(Stored items)
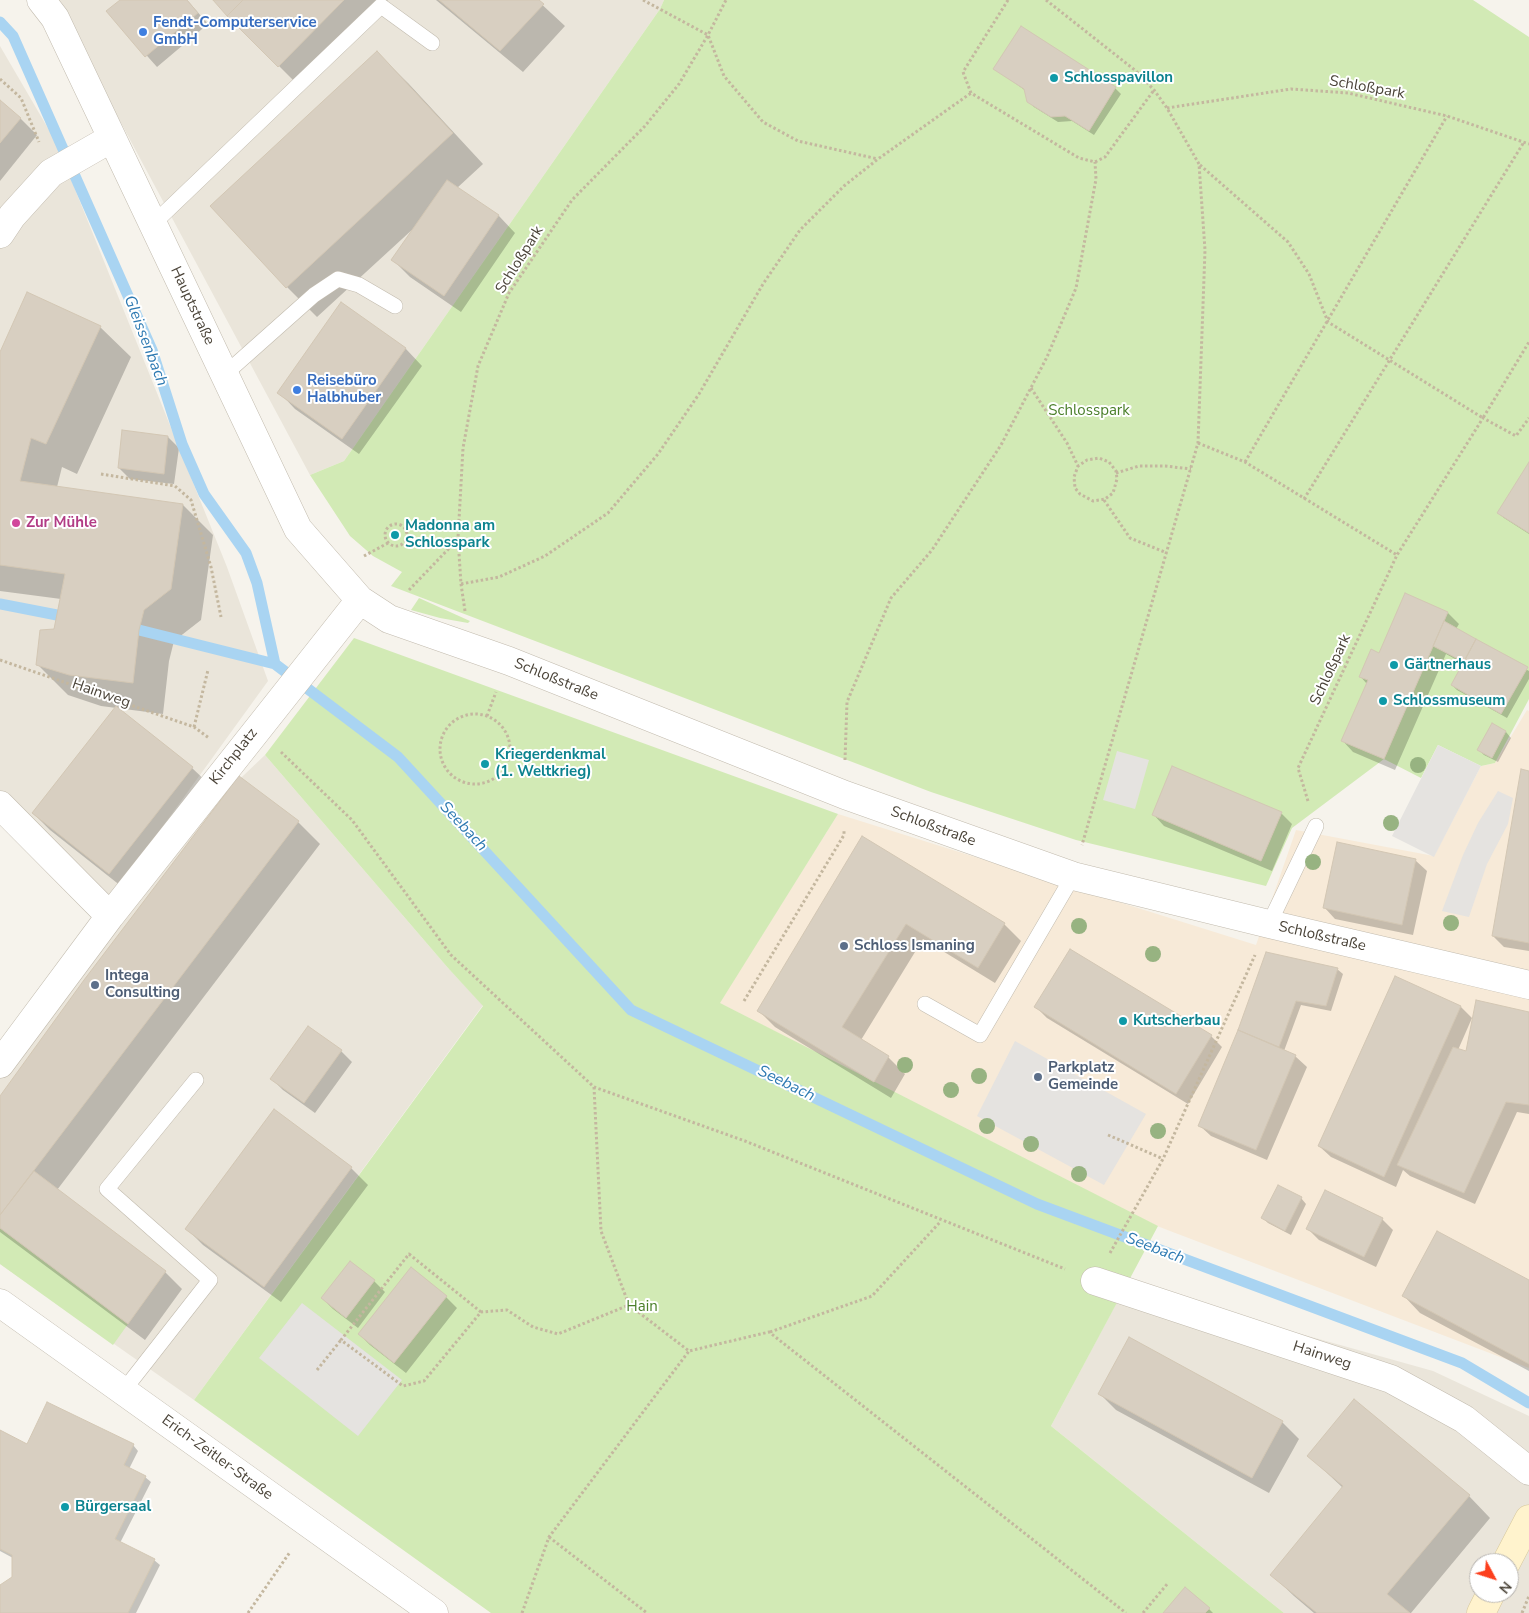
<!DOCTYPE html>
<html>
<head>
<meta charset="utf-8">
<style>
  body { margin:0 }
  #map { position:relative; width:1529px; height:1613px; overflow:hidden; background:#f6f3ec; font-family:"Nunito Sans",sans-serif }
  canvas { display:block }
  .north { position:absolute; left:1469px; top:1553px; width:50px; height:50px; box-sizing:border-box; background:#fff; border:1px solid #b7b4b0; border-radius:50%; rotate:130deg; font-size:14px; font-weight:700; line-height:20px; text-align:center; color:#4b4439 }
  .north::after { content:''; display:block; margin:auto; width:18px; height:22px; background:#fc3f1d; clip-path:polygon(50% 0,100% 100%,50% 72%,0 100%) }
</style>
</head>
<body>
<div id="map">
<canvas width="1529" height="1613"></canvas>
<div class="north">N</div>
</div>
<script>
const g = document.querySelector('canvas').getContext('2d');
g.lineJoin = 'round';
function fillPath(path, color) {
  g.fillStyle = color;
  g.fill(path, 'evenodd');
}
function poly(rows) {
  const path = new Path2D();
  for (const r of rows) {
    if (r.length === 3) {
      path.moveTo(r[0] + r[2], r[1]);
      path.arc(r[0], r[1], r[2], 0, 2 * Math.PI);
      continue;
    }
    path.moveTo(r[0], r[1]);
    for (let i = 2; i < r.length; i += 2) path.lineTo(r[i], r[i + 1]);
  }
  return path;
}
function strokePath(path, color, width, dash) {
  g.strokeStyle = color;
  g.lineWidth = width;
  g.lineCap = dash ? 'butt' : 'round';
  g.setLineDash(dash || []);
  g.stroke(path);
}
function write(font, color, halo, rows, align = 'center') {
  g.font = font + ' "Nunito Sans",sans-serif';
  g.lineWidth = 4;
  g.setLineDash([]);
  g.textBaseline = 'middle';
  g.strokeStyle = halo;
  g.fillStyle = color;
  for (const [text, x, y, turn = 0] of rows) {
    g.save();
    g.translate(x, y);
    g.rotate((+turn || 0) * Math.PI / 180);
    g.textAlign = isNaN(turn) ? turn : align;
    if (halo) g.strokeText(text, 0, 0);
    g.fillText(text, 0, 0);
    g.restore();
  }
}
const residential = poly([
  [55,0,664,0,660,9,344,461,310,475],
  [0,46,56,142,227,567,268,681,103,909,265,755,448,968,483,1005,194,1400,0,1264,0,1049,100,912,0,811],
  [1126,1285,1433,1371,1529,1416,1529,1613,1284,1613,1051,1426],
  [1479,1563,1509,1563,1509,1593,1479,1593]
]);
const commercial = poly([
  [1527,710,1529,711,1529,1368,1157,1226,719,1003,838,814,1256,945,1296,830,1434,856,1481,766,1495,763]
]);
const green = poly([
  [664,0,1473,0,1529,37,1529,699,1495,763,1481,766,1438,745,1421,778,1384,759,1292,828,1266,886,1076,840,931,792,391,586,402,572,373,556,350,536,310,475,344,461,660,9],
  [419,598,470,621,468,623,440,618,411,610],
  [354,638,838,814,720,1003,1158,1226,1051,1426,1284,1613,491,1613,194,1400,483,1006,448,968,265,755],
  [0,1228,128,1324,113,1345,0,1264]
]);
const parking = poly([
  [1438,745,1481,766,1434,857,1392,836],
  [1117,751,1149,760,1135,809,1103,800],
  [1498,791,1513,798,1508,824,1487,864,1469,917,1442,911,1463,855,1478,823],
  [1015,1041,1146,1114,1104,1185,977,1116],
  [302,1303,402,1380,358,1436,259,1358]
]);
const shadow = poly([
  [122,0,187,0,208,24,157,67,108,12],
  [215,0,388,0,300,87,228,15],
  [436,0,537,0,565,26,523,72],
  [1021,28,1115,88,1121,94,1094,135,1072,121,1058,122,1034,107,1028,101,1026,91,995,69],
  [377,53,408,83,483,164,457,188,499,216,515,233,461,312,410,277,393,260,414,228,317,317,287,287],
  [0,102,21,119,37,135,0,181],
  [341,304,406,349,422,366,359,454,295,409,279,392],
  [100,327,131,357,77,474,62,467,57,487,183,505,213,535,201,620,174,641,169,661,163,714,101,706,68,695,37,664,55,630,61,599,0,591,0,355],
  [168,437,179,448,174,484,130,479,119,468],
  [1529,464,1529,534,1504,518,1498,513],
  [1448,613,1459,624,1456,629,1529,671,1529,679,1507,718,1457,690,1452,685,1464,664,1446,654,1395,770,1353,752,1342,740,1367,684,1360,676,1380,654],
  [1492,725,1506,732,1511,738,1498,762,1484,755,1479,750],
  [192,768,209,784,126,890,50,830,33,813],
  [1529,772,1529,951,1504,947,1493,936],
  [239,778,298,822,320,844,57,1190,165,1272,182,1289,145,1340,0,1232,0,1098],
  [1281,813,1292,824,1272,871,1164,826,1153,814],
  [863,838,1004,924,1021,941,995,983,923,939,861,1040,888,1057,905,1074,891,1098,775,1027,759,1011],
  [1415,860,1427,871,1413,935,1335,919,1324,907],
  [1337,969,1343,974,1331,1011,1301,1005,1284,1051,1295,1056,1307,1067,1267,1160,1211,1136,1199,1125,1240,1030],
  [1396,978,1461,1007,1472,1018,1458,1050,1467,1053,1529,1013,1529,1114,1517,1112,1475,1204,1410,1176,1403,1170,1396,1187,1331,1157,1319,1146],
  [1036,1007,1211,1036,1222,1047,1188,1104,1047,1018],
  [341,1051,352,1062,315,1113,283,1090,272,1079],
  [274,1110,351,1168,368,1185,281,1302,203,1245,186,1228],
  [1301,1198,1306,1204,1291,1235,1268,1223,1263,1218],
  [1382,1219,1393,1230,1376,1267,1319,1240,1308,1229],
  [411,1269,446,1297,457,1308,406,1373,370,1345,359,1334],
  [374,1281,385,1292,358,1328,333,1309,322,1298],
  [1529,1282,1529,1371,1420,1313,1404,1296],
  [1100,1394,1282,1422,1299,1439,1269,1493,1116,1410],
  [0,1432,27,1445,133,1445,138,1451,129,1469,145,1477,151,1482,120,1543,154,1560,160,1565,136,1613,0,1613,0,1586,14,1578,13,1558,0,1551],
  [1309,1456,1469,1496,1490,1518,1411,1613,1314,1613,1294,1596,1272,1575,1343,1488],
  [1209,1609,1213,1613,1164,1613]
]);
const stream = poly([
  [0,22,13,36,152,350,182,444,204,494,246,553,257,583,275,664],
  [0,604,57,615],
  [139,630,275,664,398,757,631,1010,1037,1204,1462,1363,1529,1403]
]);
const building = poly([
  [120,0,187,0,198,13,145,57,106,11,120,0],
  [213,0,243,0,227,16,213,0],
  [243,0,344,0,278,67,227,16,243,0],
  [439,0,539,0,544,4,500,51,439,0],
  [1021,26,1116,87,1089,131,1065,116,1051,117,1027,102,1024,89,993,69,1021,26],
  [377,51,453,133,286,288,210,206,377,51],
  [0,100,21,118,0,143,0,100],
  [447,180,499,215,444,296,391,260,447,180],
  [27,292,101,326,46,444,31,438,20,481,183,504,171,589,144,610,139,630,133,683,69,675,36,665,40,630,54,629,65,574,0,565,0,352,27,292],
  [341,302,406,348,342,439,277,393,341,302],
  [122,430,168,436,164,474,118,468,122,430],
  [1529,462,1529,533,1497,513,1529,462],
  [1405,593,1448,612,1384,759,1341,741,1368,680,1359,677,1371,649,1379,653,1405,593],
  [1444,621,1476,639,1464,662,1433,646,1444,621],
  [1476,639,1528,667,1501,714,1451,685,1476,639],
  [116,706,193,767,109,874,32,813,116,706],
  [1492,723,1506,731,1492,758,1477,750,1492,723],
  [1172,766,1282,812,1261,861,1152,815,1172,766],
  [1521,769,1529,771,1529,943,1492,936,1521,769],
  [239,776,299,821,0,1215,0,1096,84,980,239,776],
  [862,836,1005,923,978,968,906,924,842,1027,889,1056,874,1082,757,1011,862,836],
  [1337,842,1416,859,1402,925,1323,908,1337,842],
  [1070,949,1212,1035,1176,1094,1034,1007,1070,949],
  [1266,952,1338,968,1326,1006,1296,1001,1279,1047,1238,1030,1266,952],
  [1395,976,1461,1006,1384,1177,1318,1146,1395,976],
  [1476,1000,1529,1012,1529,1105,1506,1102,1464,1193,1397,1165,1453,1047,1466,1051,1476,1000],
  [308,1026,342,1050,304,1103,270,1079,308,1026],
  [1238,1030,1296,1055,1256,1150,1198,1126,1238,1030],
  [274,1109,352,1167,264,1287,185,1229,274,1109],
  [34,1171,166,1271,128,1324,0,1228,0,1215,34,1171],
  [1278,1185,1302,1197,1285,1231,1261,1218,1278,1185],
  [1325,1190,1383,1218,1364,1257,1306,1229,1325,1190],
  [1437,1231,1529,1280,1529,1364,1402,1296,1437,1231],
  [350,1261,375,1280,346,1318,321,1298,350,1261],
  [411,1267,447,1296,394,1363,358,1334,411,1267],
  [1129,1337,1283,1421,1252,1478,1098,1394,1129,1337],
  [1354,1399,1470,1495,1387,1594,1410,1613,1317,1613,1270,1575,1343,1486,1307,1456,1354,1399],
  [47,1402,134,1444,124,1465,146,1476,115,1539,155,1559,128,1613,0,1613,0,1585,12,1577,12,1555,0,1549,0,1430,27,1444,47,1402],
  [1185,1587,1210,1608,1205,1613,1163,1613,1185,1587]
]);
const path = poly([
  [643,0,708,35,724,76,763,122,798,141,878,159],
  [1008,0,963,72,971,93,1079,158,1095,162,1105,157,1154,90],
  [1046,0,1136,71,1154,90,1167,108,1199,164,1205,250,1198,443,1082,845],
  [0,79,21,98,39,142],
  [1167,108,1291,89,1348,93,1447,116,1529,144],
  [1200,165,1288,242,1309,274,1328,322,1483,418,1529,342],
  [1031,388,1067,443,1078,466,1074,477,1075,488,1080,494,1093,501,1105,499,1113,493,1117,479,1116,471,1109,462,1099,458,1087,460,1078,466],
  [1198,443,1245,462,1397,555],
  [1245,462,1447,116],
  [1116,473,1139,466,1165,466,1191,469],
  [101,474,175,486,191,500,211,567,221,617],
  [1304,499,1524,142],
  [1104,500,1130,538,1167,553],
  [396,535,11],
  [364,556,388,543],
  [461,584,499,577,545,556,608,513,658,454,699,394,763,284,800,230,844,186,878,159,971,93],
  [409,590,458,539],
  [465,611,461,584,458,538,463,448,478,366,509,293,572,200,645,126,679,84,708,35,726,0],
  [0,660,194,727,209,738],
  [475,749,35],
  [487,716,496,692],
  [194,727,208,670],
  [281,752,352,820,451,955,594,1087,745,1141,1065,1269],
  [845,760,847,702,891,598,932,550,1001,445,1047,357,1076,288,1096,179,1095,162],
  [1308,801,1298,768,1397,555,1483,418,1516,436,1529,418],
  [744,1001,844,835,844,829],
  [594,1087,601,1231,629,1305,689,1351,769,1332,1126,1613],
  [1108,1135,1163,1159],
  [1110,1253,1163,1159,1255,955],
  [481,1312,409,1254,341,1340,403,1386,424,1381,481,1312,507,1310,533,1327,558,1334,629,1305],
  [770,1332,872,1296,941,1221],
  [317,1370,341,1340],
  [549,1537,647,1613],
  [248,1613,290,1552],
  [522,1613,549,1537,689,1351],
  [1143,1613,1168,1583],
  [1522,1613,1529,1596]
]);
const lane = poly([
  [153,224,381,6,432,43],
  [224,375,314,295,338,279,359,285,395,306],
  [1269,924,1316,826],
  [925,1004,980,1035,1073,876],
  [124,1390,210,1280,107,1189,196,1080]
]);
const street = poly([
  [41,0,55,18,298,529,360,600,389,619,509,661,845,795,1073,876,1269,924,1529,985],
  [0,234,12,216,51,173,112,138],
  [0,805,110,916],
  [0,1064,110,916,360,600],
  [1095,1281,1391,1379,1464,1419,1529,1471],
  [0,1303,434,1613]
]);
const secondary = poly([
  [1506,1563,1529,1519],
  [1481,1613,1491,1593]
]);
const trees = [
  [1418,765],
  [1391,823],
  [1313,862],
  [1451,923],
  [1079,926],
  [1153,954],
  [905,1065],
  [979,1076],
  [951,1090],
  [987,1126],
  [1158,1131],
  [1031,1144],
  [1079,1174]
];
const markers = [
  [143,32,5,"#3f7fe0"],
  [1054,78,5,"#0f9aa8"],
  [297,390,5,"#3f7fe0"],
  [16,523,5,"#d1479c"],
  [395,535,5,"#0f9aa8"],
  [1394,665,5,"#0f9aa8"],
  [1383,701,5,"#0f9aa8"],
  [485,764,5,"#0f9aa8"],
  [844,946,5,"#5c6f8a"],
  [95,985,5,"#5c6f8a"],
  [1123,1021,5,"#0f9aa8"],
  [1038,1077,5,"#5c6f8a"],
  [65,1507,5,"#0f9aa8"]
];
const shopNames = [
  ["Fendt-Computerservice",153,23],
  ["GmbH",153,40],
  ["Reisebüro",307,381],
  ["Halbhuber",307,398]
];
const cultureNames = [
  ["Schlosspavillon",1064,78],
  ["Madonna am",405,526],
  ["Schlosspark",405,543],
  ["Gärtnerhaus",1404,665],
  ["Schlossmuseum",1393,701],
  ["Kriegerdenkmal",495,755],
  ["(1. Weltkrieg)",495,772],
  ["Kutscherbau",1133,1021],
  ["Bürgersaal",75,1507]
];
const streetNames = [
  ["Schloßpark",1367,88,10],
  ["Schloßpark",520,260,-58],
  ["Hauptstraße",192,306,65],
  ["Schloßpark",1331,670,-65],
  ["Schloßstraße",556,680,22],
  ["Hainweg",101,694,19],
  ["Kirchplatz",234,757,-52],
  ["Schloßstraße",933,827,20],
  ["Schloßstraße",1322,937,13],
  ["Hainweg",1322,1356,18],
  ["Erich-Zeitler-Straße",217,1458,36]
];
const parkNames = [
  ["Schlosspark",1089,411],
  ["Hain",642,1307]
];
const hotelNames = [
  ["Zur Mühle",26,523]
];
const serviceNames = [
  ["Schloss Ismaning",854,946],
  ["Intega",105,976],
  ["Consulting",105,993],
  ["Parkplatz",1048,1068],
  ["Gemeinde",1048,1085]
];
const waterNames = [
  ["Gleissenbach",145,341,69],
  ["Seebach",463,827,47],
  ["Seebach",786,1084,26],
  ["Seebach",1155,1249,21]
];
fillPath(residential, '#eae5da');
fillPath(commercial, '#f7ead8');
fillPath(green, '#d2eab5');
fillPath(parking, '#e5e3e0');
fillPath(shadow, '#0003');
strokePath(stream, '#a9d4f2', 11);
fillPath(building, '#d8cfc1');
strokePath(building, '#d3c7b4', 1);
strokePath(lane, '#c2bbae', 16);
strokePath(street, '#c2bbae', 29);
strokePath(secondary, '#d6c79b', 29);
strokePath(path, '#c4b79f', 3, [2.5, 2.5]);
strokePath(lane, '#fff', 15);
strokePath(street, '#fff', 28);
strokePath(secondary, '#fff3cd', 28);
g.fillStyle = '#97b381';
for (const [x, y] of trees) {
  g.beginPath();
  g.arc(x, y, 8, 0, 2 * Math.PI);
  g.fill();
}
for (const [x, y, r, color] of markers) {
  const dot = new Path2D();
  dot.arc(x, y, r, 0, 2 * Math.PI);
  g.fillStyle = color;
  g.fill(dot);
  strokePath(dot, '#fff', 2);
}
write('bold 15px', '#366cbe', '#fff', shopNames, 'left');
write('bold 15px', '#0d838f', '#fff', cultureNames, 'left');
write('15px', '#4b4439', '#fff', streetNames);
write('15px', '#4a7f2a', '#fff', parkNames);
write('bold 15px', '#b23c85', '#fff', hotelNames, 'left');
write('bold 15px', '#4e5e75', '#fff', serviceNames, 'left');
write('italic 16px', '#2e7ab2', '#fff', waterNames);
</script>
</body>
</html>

**PROBLEM REQUIREMENTS:** Nothing should appear in the answer except the lines above from the line with "for (const [x, y]" through the line with "strokePath(dot, '#fff', 2);", both included, written out exactly.

**PROBLEM SOLUTION:**
for (const [x, y] of trees) {
  g.beginPath();
  g.arc(x, y, 8, 0, 2 * Math.PI);
  g.fill();
}
for (const [x, y, r, color] of markers) {
  const dot = new Path2D();
  dot.arc(x, y, r, 0, 2 * Math.PI);
  g.fillStyle = color;
  g.fill(dot);
  strokePath(dot, '#fff', 2);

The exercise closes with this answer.